Has there been an update to this? I know this is very old, but I need something similar to this.

The thing is, i want to load a new map without destroying the old one, so I can use it for some advanced ingame HUD stuff (like having an inventory with your character moving around.)
Now, I could save the whole world, open a new level, display the inventory and when done, save everything again, load the previous map alogn with the state i had saved, so i can apply all the changes.
This seems like a real round-about way though.

I dont understand why it’s not possible to open a new map, while detaching the old map (keeping it alive, but inactive, as if it was paused), so all the actors and objects would still remain in memory. When going back to the original map, nothing would have to be loaded. The old world just would have to be reattached and reinstantiated as the real world again.

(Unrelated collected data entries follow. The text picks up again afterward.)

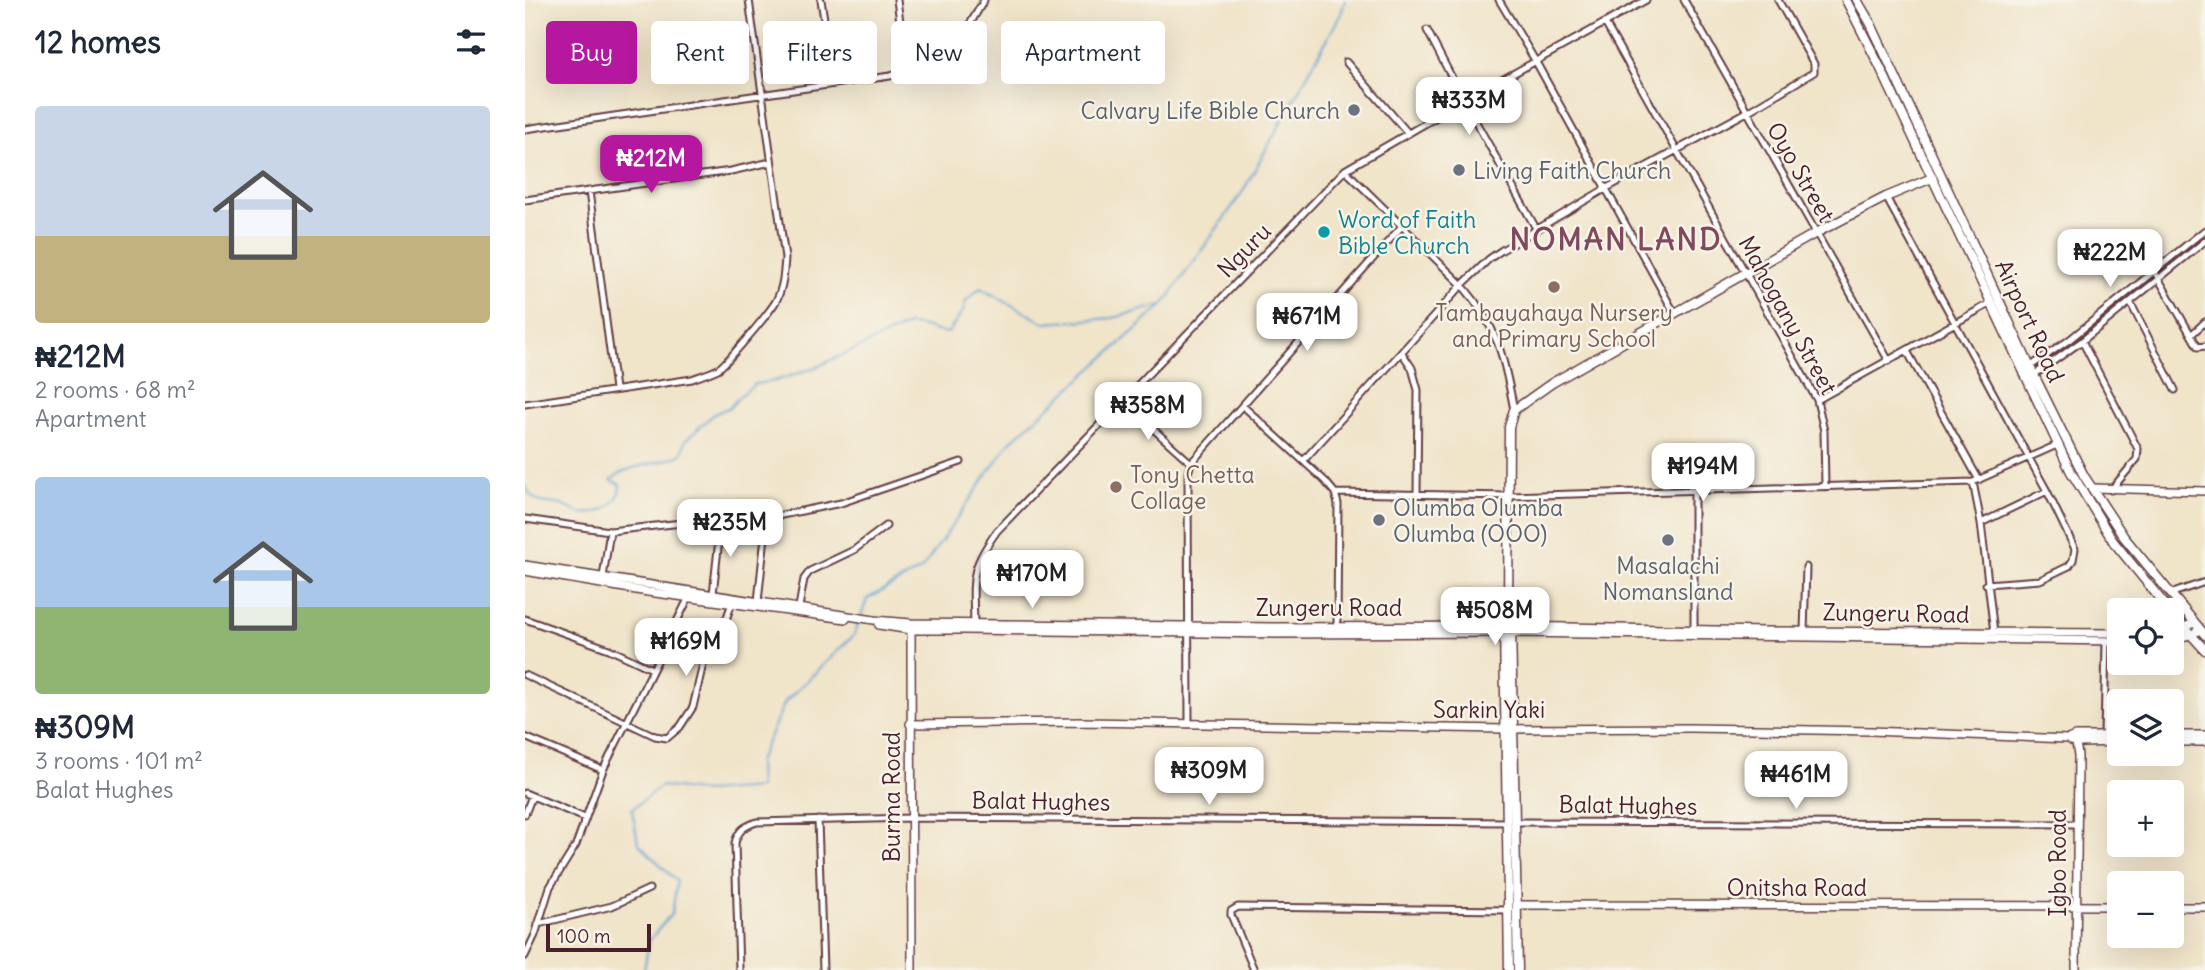 <!DOCTYPE html>
<meta charset="utf-8">
<style>
:root{--surface:#fff;--page:#f2f2f3;--text:#1f2937;--muted:#747a83;--accent:#b5179e}
body{margin:0;font-family:Delius,sans-serif;background:var(--page);color:var(--text);height:100vh;display:flex;flex-direction:column;font-size:26px;white-space:nowrap}
*{box-sizing:border-box;margin:0}
p{font-size:23px;color:var(--muted)}
.icon{flex:none;width:38px;height:38px;fill:none;stroke:currentColor;stroke-width:2;stroke-linecap:round;stroke-linejoin:round}
.map{position:relative;flex:1;overflow:hidden}
.details{display:flex;flex-direction:column;background:var(--surface);width:525px}
.details>*{flex:none}
.banner{position:absolute;left:21px;top:21px;width:665px;height:63px;display:flex;gap:14px}
.tools{position:absolute;left:1582px;top:598px;display:grid;gap:14px}
.tools a{display:grid;place-items:center;width:77px;height:77px;border-radius:7px;background:var(--surface);box-shadow:0 7px 28px #0002;font-size:35px}
.scale{position:absolute;left:21px;bottom:18px;width:105px;box-sizing:border-box;padding-left:7px;border:4px solid #4a1f2b;border-top:0;font-size:19px;line-height:24px;white-space:nowrap;color:#4a1f2b;-webkit-text-stroke:5px #f7f3e8;paint-order:stroke}
.price{position:absolute;translate:-50% -60px;padding:0 16px;border-radius:14px;background:#fff;color:#222;font-size:23px;line-height:46px;filter:drop-shadow(0 2px 4px #0008)}
.price::after{content:'';position:absolute;left:50%;top:42px;width:21px;height:16px;margin-left:-10px;background:inherit;clip-path:polygon(0 0,100% 0,50% 100%)}
.price.active{background:var(--accent);color:#fff}
ul{padding:0;list-style:none}
li{display:grid;align-content:center;gap:14px;height:371px;padding:0 35px}
li span{display:grid;place-items:center;height:217px;border-radius:7px;color:#555}
li>.icon{margin-inline-start:auto}
span .icon{width:126px;height:126px;fill:#fffc;stroke-width:1}
li b{font-size:30px}
h2{display:flex;justify-content:space-between;align-items:center;height:84px;padding:0 35px;font-size:30px}
.pill{padding:0 24px;border-radius:7px;background:var(--surface);box-shadow:0 7px 28px #0002;font-size:24px;line-height:63px}
.pill.active{background:var(--accent);color:#fff}
main{display:flex;flex:1;min-height:0}
.map>svg:first-child{display:block}
.lines{fill:none;stroke-linecap:round;stroke-linejoin:round}
.stream{stroke:#5da0d1;stroke-width:2}
.minor-casing{stroke:#633d43;stroke-width:9}
.tertiary-casing{stroke:#633d43;stroke-width:10}
.secondary-casing{stroke:#633d43;stroke-width:11}
.minor{stroke:#fff;stroke-width:5}
.tertiary{stroke:#fff;stroke-width:7}
.secondary{stroke:#fff;stroke-width:8}
.worship-dot{fill:#6b7280;stroke:#f7f3e8;stroke-width:2.5}
.culture-dot{fill:#0f9aa8;stroke:#f7f3e8;stroke-width:2.5}
.education-dot{fill:#8d6e63;stroke:#f7f3e8;stroke-width:2.5}
.labels{text-anchor:middle;dominant-baseline:central;stroke-width:5;stroke-linejoin:round;paint-order:stroke}
.worship-label{font-size:23px;fill:#5b616d;stroke:#f7f3e8;text-anchor:start}
.street-label{font-size:23px;fill:#4a1f2b;stroke:#f7f3e8}
.culture-label{font-size:23px;fill:#0d838f;stroke:#f7f3e8;text-anchor:start}
.education-label{font-size:23px;fill:#785e54;stroke:#f7f3e8}
.district-label{font-size:30px;font-weight:bold;letter-spacing:2px;fill:#80495c;stroke:#f7f3e8}
</style>
<main>
<section class="details">
<h2>12 homes<svg class="icon" aria-label="filters" viewBox="0 0 24 24"><path d="M4 7h16M4 17h16"/><circle cx="9" cy="7" r="2"/><circle cx="15" cy="17" r="2"/></svg></h2>
<ul>
<li><span style="background:linear-gradient(#c9d6e8 60%,#c2b280 0)"><svg class="icon" aria-label="home" viewBox="0 0 24 24"><path d="M3 11l9-7 9 7M6 9v11h12V9"/></svg></span><div><b>₦212M</b><p>2 rooms · 68 m²</p><p>Apartment</p></div></li>
<li><span style="background:linear-gradient(#a9c7e8 60%,#8fb573 0)"><svg class="icon" aria-label="home" viewBox="0 0 24 24"><path d="M3 11l9-7 9 7M6 9v11h12V9"/></svg></span><div><b>₦309M</b><p>3 rooms · 101 m²</p><p>Balat Hughes</p></div></li>
</ul>
</section>
<div class="map">
<svg width="1680" height="970" viewBox="0 0 1680 970">
<rect width="100%" height="100%" fill="#f7f3e8"/>
<filter id="ink" filterUnits="userSpaceOnUse"><feTurbulence type="fractalNoise" baseFrequency=".0143" numOctaves="2"/><feDisplacementMap in="SourceGraphic" scale="14" xChannelSelector="R" yChannelSelector="G"/><feConvolveMatrix kernelMatrix="1 2 1 2 8 2 1 2 1" color-interpolation-filters="sRGB"/></filter>
<filter id="wash" filterUnits="userSpaceOnUse"><feTurbulence type="fractalNoise" baseFrequency=".00686" numOctaves="4" result="noise"/><feDisplacementMap in="SourceGraphic" scale="28" xChannelSelector="R" yChannelSelector="G"/><feGaussianBlur stdDeviation="1.57" result="paint"/><feColorMatrix in="noise" values="0 0 0 0 0 0 0 0 0 0 0 0 0 0 0 0 0 1.4 0 .05"/><feComposite in="paint" operator="in"/></filter>
<g filter="url(#wash)">
<rect width="100%" height="100%" fill="#f0e4c9"/>
<g class="lines">
<path class="stream" d="M0,486C4,492 6,498 14,501C20,504 29,503 36,505C43,507 50,512 56,513C75,516 96,504 95,484L86,480C104,463 136,465 157,454L160,441L189,414L205,407L216,395L230,384L250,381L289,368L383,325C399,324 407,332 423,333L438,311L441,301L455,288L520,323L588,318L637,305
M336,617L342,599L397,569L484,443L638,305L717,193L816,14L820,0
M119,970L124,941L147,913L152,881L113,843L107,809L136,786L181,792L234,788L233,762L260,702L329,635L334,622"/>
</g>
</g>
<g filter="url(#ink)">
<g class="lines">
<defs>
<path id="minor" d="M296,0L309,84
M372,0L382,72
M974,0L1011,62L1150,314
M1159,0L1364,361
M1080,23L1292,400L1299,431L1300,487
M902,30L939,101L1012,230
M821,62L883,133
M0,129L365,76C423,61 430,51 459,0
M820,170L937,285C973,327 979,357 989,410
M64,191L90,389
M1361,197L1522,491L1550,549L1548,560L1544,566L1515,580L1461,584
M0,200L206,171L246,162
M1629,271L1673,347L1680,346
M1605,302L1650,390
M1666,335L1680,322
M1557,341L1613,449L1612,459L1586,490
M1382,351L1454,480
M877,353L887,368L893,390L892,494
M1503,368L1544,340L1680,230
M1509,375L1557,341L1680,241
M1292,400L1466,303
M597,401L666,463
M0,404L167,379C175,376 185,373 193,369C202,363 245,312 251,301C258,288 259,273 260,258L224,0
M718,406L800,481L810,493L813,504L812,627
M779,460L937,285L964,259L977,250L1080,189L1222,112L1289,72V64L1253,0
M1448,482L1456,523L1469,633
M1169,490V630
M810,493L985,496L1448,482L1532,445
M0,519L85,531L211,517L242,518L316,503L436,462
M1456,523L1522,491
M78,577L85,531
M188,594L196,521
M1645,594L1680,582
M233,601L242,518
M274,607L279,579L285,571L329,550L361,526
M0,619L84,649L127,669
M449,624C448,578 444,570 472,531L820,170L939,101L1121,0
M1279,632L1281,567
M0,675L130,736L142,738L155,727L168,707L178,664L193,642L207,603
M664,724L663,473L666,463L877,226
M1579,736L1581,641
M0,737L78,770
M0,793L60,818
M0,814L7,796
M293,820L298,970
M991,822L1551,824
M13,924L87,906L124,889
M0,956L10,935L25,887L51,845L78,770L164,597
M214,970L210,843C213,830 220,826 232,822L386,818L982,822
M729,970L706,915V911L713,907L984,910"/>
<path id="tertiary" d="M1567,488L1680,491
M0,565L349,620L386,623L749,627L986,626L1239,631L1594,633
M0,571L123,592L321,619
M354,625L386,630H438L752,634L986,633L1594,641
M386,627L387,970
M1647,632L1669,623
M1647,640L1665,635L1675,630
M385,724L558,722L980,729L1165,728L1346,731L1543,739L1550,736H1594
M1647,735H1680
M1550,736L1553,756L1551,970
M1546,741L1557,743L1594,742
M1647,742H1680
M993,905L1594,906
M1647,907H1680"/>
<path id="secondary" d="M1321,0L1355,67L1546,472L1588,541L1645,611
M1332,0L1346,24L1505,367L1559,476L1599,537L1680,635
M1647,614L1680,650
M983,620L979,626L984,970
M993,970L986,626L983,620L984,427L989,410L1027,383L1291,233L1361,197L1407,178"/>
</defs>
<use href="#minor" class="minor-casing"/>
<use href="#tertiary" class="tertiary-casing"/>
<use href="#secondary" class="secondary-casing"/>
<use href="#minor" class="minor"/>
<use href="#tertiary" class="tertiary"/>
<use href="#secondary" class="secondary"/>
</g>
</g>
<g class="worship-dot">
<circle cx="829" cy="110" r="7"/>
<circle cx="934" cy="170" r="7"/>
<circle cx="854" cy="520" r="7"/>
<circle cx="1143" cy="540" r="7"/>
</g>
<circle class="culture-dot" cx="799" cy="232" r="7"/>
<g class="education-dot">
<circle cx="1029" cy="287" r="7"/>
<circle cx="591" cy="487" r="7"/>
</g>
<g class="labels">
<g class="worship-label">
<text x="815" y="110" text-anchor="end">Calvary Life Bible Church</text>
<text x="948" y="170">Living Faith Church</text>
<text x="868" y="507">Olumba Olumba<tspan x="868" dy="26">Olumba (OOO)</tspan></text>
<text x="1143" y="565" text-anchor="middle">Masalachi<tspan x="1143" dy="26">Nomansland</tspan></text>
</g>
<g class="street-label">
<text transform="translate(1276 172) rotate(60)">Oyo Street</text>
<text transform="translate(719 250) rotate(-46)">Nguru</text>
<text transform="translate(1263 315) rotate(61)">Mahogany Street</text>
<text transform="translate(1505 321) rotate(65)">Airport Road</text>
<text x="804" y="607">Zungeru Road</text>
<text transform="translate(1371 613) rotate(1)">Zungeru Road</text>
<text x="964" y="709">Sarkin Yaki</text>
<text transform="translate(366 797) rotate(-90)">Burma Road</text>
<text transform="translate(516 801) rotate(1)">Balat Hughes</text>
<text transform="translate(1103 805) rotate(1)">Balat Hughes</text>
<text transform="translate(1532 863) rotate(-90)">Igbo Road</text>
<text x="1272" y="887">Onitsha Road</text>
</g>
<g class="culture-label">
<text x="813" y="219">Word of Faith<tspan x="813" dy="26">Bible Church</tspan></text>
</g>
<g class="education-label">
<text x="1029" y="312">Tambayahaya Nursery<tspan x="1029" dy="26">and Primary School</tspan></text>
<text x="605" y="474" text-anchor="start">Tony Chetta<tspan x="605" dy="26">Collage</tspan></text>
</g>
<g class="district-label">
<text x="1091" y="239">NOMAN LAND</text>
</g>
</g>
</svg>
<div class="tools">
<a><svg class="icon" aria-label="locate" viewBox="0 0 24 24"><circle cx="12" cy="12" r="6"/><path d="M12 2v4M12 18v4M2 12h4M18 12h4"/></svg></a>
<a><svg class="icon" aria-label="layers" viewBox="0 0 24 24"><path d="M12 4l9 5-9 5-9-5zM3 14l9 5 9-5"/></svg></a>
<a>+</a>
<a>−</a>
</div>
<div class="scale">100 m</div>
<b class="price" style="left:944px;top:137px">₦333M</b>
<b class="price active" style="left:126px;top:195px">₦212M</b>
<b class="price" style="left:1585px;top:289px">₦222M</b>
<b class="price" style="left:782px;top:353px">₦671M</b>
<b class="price" style="left:623px;top:442px">₦358M</b>
<b class="price" style="left:1178px;top:503px">₦194M</b>
<b class="price" style="left:205px;top:559px">₦235M</b>
<b class="price" style="left:507px;top:610px">₦170M</b>
<b class="price" style="left:970px;top:647px">₦508M</b>
<b class="price" style="left:161px;top:678px">₦169M</b>
<b class="price" style="left:684px;top:807px">₦309M</b>
<b class="price" style="left:1271px;top:811px">₦461M</b>
<div class="banner">
<a class="pill active">Buy</a>
<a class="pill">Rent</a>
<a class="pill">Filters</a>
<a class="pill">New</a>
<a class="pill">Apartment</a>
</div>
</div>
</main>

I know this is very late but I think I have an answer to this.
By streaming a Level, you can have multiple maps at the same time and can set some Maps to inactive.
This might help: Level Streaming Overview in Unreal Engine | Unreal Engine 5.3 Documentation

Thanks for the answer :slight_smile: I knew about this but it does have it’s own downsides. For example, the levels streamed in still exist in the same world. They share the same lighting etc. So if I wanted to have a map for my inventory, which has his own lighting etc., I would somehow have to find a way to isolate it from the game world/maps. I dont see level streaming fixing this. Do you?

A way to fix this would be to put the inventory area lets say below the normal ground, and then you could just teleport the player back and forth and keep a kind of separate lighting.

how do I GetSeamlessTravelActorList in blueprints?